Après plusieurs années d’absence, Les Ballets Africains font leur grand retour à Montréal. La troupe fondée en 1952 revient avec un spectacle présenté dans le cadre de la série Arts et monde de la Place des Arts, en collaboration avec Nuits d’Afrique qui célèbre son 40e anniversaire cette année.
Un lien durable entre l’Afrique et Montréal
Les Ballets Africains, créés à Paris en 1952 par le visionnaire Keïta Fodéba, ont toujours eu pour mission de donner une voix vibrante à l’Afrique à travers la danse.

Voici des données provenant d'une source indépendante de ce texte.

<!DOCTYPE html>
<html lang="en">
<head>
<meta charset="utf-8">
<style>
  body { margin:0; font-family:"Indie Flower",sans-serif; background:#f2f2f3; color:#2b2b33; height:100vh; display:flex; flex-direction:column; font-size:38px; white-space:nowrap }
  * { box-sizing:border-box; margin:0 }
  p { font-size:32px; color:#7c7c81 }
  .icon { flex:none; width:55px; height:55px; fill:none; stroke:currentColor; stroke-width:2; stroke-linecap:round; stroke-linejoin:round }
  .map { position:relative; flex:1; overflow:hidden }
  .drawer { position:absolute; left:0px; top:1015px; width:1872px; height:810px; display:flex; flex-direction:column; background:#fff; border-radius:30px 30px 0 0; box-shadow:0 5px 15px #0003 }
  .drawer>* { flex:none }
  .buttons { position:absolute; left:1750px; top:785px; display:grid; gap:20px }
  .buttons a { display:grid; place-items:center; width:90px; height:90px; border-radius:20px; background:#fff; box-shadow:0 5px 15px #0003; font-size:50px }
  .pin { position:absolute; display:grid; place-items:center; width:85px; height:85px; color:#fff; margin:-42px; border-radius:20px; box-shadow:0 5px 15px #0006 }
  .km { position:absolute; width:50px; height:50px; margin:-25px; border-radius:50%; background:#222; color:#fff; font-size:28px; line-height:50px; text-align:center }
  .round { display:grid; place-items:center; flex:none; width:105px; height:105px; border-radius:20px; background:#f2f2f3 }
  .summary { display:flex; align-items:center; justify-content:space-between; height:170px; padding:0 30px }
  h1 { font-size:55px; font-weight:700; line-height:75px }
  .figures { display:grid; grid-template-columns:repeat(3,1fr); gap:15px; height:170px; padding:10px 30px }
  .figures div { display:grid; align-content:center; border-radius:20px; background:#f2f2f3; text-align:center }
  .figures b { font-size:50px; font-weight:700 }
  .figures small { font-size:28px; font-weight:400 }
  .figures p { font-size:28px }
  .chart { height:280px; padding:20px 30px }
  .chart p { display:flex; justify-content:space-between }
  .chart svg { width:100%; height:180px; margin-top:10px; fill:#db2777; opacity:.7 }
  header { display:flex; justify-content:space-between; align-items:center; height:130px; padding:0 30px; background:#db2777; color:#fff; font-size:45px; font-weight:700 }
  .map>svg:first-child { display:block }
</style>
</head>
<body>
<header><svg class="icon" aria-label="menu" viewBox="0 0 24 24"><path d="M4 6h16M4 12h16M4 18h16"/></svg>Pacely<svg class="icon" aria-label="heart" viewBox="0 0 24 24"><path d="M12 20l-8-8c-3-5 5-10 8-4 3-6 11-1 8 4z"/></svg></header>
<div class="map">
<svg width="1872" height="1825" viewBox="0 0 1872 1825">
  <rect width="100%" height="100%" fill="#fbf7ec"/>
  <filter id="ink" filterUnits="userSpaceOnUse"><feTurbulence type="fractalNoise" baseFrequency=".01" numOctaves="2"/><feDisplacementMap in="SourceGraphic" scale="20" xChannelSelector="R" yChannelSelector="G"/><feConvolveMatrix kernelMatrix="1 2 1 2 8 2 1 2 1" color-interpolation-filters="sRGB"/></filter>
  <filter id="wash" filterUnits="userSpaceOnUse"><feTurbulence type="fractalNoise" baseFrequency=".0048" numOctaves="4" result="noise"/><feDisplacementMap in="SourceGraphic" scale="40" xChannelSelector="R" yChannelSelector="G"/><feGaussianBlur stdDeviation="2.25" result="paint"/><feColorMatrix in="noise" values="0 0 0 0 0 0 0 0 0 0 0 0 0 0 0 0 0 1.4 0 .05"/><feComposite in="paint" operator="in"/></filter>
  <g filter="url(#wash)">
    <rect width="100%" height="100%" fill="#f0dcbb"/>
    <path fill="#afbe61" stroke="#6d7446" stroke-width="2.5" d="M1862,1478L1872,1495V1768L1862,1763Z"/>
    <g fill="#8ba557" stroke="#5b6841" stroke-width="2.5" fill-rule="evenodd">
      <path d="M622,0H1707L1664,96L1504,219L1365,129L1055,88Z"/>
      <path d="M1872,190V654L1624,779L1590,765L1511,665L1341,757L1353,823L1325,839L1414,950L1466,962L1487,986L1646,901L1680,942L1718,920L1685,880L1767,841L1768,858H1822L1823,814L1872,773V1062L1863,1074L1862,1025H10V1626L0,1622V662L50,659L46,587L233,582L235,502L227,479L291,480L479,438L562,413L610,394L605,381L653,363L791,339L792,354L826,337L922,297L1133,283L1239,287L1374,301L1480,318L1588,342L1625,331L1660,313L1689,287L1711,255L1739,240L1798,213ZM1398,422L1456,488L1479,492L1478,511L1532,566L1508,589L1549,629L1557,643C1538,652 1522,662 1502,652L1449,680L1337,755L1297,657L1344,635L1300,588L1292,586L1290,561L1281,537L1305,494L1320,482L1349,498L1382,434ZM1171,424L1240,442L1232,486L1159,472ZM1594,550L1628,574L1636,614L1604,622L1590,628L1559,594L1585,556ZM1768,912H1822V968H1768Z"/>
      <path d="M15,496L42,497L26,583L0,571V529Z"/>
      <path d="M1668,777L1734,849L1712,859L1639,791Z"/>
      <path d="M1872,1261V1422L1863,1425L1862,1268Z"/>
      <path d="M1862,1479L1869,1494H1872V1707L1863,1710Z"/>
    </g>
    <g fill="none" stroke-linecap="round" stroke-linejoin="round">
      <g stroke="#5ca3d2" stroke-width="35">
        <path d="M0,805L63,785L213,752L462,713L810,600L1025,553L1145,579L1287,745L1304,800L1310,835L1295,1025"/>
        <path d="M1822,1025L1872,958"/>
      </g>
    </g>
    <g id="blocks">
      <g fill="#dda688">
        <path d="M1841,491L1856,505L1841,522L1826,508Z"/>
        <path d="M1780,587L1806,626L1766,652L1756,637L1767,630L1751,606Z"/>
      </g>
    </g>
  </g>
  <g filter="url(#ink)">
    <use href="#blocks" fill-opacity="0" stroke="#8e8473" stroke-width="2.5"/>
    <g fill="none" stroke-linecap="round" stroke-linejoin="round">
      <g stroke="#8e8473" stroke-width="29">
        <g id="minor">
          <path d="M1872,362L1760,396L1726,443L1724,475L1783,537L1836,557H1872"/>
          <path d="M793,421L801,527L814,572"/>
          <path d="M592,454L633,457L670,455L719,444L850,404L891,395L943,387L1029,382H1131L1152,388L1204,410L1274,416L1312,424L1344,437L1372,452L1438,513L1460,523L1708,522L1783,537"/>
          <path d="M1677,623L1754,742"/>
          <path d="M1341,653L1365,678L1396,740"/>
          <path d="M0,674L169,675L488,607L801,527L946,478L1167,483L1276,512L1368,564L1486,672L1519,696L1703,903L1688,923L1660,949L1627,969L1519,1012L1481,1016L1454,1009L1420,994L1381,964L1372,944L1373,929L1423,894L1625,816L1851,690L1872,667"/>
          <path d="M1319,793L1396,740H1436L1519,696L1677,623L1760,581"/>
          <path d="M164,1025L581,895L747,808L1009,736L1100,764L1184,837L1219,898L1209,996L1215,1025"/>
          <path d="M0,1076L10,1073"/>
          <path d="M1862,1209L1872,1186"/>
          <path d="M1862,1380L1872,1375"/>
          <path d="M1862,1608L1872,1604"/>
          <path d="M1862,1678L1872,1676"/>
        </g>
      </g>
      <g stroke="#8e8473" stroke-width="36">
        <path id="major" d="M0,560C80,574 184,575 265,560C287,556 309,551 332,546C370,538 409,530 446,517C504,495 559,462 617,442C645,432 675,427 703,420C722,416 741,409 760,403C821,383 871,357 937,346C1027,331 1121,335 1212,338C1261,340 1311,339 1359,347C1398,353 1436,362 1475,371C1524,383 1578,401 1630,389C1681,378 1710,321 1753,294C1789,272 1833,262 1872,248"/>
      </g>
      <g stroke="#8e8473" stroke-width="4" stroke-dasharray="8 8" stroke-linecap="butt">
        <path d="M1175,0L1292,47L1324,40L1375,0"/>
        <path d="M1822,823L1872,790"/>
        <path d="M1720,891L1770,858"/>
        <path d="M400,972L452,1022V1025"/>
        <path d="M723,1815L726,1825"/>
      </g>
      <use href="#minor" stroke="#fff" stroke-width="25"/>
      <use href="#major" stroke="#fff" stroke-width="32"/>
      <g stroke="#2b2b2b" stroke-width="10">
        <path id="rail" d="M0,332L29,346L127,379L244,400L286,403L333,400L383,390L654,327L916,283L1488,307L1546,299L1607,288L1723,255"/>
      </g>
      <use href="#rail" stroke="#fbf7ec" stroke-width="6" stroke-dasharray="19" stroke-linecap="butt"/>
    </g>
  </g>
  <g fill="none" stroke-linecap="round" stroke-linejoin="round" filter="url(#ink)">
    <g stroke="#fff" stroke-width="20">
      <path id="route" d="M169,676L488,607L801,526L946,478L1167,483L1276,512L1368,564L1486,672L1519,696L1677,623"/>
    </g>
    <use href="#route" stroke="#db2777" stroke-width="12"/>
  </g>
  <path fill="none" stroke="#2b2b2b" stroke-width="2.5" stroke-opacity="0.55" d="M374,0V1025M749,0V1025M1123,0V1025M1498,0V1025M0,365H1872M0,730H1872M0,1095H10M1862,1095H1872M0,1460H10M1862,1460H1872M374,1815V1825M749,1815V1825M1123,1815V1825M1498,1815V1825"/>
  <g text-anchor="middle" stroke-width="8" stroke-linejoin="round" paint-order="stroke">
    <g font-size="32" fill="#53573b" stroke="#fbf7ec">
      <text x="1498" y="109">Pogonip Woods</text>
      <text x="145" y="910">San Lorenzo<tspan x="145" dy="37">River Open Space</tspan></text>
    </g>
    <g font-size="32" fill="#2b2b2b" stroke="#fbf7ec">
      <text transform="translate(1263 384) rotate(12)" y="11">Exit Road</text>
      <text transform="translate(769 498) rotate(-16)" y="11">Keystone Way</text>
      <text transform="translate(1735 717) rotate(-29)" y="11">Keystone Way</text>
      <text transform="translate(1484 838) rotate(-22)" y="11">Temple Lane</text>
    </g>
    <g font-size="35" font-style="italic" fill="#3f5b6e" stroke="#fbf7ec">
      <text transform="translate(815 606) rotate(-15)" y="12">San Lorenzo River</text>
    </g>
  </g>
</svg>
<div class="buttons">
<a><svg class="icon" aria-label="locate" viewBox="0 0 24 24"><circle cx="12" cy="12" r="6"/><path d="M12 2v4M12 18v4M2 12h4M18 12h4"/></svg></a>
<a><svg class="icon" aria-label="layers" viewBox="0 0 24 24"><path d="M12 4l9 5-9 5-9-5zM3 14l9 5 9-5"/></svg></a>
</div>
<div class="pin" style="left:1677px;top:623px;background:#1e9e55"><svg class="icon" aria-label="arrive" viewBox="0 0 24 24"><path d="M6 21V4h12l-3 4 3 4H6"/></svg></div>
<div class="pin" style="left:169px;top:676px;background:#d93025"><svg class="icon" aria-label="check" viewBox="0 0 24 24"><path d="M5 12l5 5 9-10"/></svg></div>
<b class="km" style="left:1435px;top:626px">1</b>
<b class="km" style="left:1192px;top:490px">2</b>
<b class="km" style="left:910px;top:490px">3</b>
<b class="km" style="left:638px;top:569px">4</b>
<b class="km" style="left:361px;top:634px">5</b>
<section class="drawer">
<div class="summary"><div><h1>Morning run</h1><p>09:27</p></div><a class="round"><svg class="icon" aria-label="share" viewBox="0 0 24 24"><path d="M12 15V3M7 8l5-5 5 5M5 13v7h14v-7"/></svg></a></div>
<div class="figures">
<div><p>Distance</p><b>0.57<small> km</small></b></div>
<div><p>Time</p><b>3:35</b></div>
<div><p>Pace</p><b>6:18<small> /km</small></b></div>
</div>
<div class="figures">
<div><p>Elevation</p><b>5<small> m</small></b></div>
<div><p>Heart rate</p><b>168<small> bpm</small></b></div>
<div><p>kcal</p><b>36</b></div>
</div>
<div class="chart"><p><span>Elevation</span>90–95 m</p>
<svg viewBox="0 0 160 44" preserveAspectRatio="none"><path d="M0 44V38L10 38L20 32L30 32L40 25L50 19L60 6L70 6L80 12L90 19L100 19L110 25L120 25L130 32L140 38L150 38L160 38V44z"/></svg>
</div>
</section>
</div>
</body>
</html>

En réunissant des artistes de diverses nationalités africaines, la troupe a progressivement intégré des éléments culturels variés, favorisant ainsi un dialogue interculturel. En devenant l’ensemble national de la Guinée, la troupe a franchi un cap important dans son histoire.
Au fil des années, les Ballets Africains ont enflammé les scènes à travers le monde, marquant leur présence dans 165 capitales. Leur influence à Montréal est indiscutable, ayant entraîné une revitalisation des rythmes africains au cœur de la ville. Cependant, leur approche audacieuse a également suscité des controverses par le passé, notamment lors de leur performance à Montréal en 1967, perçue par certains comme une atteinte à la moralité.
Une controverse historique
Lors de leur tournée de 1967, la police de Montréal a tenté d’interdire la représentation en raison de costumes jugés inappropriés. Les seins nus des danseuses, intégrés dans une tradition culturelle, avaient été interprétés à tort comme une provocation. Cette situation a mis à mal la relation entre la troupe et le public, soulevant des questions sur la culture et la moralité à l’époque. Ce fut un moment difficile, mais avec le temps, cette erreur a été reconnue par la société montréalaise.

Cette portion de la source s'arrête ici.